At 15:29 UTC a large Qatar based ISP misconfigured their BGP announcements resulting in a route leak. The Internet is built on BGP trust between networks (or AS numbers), so if an ISP incorrectly announces an IP address (or in this case a number of prefixes), upstream networks or peers can incorrectly route packets. This change propagated to large carriers such as NTT, TeliaSonera and Level 3 meaning the impact was much larger, and not isolated to Doha, Qatar.
BGPmon (used to assess routing health) notified CloudFlare of the route leak at 15:41 UTC and at 15:42 UTC the Doha POP was removed from production, and requests were sent via other locations. Network engineers reached out to inform the ISP of their misconfiguration and the changes were reverted at 16:04 UTC. Routing was back to normal at 16:08 UTC.
An external timeline and visualisation of this route leak is available at https://bgpstream.com/event/2424 which details the changes.
Between 15:29 UTC and 16:05 UTC, a subset of Server Density monitored devices may have been unable to send post backs to our global endpoints. According to our monitoring, this affected around 20% of customer devices.

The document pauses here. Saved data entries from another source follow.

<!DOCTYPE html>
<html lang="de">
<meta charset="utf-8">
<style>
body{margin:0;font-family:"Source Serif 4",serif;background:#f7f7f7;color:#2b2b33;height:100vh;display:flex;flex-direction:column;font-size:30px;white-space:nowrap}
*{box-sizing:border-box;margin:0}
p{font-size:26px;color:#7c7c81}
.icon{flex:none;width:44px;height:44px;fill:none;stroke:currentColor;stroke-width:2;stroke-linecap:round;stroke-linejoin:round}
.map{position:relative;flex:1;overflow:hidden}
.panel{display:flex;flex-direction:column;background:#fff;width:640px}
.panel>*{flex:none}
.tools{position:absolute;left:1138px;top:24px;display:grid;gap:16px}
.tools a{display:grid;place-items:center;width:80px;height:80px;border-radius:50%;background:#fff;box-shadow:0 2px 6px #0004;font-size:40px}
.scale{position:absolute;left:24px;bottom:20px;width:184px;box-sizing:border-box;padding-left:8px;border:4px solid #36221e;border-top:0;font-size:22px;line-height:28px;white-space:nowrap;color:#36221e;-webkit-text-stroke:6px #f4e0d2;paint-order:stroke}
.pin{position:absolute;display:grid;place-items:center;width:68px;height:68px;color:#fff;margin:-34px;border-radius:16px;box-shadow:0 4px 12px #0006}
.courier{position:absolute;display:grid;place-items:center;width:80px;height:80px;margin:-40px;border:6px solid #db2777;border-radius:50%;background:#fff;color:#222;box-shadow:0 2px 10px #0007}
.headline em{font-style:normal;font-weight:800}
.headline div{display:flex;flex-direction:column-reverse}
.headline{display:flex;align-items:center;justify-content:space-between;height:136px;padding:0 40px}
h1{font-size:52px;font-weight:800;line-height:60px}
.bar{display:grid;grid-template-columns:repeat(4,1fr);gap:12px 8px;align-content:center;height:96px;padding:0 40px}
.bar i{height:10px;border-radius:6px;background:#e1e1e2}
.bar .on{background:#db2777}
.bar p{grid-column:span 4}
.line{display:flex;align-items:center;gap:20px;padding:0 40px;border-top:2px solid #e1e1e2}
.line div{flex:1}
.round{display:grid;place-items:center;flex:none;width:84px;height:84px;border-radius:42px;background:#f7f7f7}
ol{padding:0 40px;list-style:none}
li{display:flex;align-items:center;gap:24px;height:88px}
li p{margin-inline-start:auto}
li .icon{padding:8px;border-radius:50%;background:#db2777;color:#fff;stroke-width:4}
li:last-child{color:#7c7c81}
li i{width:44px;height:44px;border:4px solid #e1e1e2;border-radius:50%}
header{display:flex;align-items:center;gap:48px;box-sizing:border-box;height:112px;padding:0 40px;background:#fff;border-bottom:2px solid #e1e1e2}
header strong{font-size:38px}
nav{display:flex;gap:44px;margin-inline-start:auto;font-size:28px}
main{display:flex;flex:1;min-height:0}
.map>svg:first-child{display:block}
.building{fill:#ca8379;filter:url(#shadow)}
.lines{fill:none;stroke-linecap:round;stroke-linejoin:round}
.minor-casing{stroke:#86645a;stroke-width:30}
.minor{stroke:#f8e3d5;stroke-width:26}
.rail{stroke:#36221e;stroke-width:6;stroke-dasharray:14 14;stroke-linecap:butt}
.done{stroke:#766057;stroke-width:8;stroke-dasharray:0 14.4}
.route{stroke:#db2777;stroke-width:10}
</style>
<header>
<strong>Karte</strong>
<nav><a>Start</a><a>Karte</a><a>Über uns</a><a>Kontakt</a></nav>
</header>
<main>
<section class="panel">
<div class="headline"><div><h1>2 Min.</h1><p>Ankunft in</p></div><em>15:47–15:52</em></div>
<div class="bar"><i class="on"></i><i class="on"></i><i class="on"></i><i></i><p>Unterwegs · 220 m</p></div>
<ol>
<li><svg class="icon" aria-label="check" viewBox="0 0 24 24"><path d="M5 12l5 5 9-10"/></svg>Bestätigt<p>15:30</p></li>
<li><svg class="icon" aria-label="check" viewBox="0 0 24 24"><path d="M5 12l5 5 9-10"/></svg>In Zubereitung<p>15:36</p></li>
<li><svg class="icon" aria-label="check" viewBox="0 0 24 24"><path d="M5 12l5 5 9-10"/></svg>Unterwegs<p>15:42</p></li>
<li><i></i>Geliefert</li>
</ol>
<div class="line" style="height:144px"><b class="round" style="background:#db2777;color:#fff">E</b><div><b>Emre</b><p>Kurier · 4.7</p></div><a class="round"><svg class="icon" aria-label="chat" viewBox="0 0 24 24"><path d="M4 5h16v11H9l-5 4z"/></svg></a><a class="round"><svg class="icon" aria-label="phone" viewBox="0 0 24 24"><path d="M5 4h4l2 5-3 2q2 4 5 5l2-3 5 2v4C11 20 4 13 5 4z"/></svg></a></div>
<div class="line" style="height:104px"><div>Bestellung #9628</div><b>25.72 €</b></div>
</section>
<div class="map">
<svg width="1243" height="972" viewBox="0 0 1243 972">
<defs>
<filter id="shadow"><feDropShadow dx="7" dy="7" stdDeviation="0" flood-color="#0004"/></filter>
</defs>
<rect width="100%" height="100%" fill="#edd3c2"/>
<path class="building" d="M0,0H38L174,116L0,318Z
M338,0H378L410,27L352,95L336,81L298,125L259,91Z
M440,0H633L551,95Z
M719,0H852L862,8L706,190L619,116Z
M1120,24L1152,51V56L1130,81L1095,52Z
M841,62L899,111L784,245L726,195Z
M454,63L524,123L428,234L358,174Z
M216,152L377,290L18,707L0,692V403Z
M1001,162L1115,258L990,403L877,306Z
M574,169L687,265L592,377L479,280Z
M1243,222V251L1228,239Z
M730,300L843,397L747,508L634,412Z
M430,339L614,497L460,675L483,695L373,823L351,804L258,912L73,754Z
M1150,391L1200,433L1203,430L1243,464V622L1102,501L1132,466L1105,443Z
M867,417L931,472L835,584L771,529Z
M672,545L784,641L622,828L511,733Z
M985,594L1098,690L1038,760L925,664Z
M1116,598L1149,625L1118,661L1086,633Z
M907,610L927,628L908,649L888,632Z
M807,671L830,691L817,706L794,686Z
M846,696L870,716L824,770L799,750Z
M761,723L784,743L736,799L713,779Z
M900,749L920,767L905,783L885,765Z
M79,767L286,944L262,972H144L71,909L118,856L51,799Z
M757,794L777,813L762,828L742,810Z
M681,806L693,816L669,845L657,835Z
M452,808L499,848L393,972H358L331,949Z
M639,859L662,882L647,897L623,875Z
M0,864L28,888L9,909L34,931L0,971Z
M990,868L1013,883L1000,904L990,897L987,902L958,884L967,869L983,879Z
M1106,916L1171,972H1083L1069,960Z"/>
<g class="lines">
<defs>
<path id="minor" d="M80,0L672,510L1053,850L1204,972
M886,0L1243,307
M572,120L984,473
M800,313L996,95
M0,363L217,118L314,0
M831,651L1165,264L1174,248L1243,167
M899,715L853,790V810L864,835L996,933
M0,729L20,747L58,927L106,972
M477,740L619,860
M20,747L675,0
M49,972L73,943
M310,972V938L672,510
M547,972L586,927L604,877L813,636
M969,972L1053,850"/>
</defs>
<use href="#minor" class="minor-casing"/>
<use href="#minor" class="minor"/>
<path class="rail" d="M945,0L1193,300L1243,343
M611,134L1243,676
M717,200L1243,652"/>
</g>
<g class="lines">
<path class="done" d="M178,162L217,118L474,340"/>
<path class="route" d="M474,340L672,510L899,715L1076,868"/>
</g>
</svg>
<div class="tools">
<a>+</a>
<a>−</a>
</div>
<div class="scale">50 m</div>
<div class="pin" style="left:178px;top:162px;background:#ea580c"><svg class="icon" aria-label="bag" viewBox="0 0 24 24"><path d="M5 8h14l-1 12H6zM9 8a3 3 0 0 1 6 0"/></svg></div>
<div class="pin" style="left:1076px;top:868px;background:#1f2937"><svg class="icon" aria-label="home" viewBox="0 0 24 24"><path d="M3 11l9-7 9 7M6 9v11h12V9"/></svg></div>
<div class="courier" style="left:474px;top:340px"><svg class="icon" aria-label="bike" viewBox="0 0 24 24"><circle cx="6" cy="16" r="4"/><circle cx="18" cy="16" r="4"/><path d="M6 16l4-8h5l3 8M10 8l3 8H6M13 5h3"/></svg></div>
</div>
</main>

Unfortunately, route leaks are notoriously difficult to mitigate due to the fundamental design of the Internet BGP architecture. Some systems we rely on are outside our control but it is still ultimately our responsibility to ensure the availability of our services. We will be evaluating how we can minimise the impact of similar incidents in the future.
In the more medium term, CloudFlare are evaluating IP renumbering for select prefixes, are providing more proactive training for their peers and long term working on reducing the impact caused by route leaks.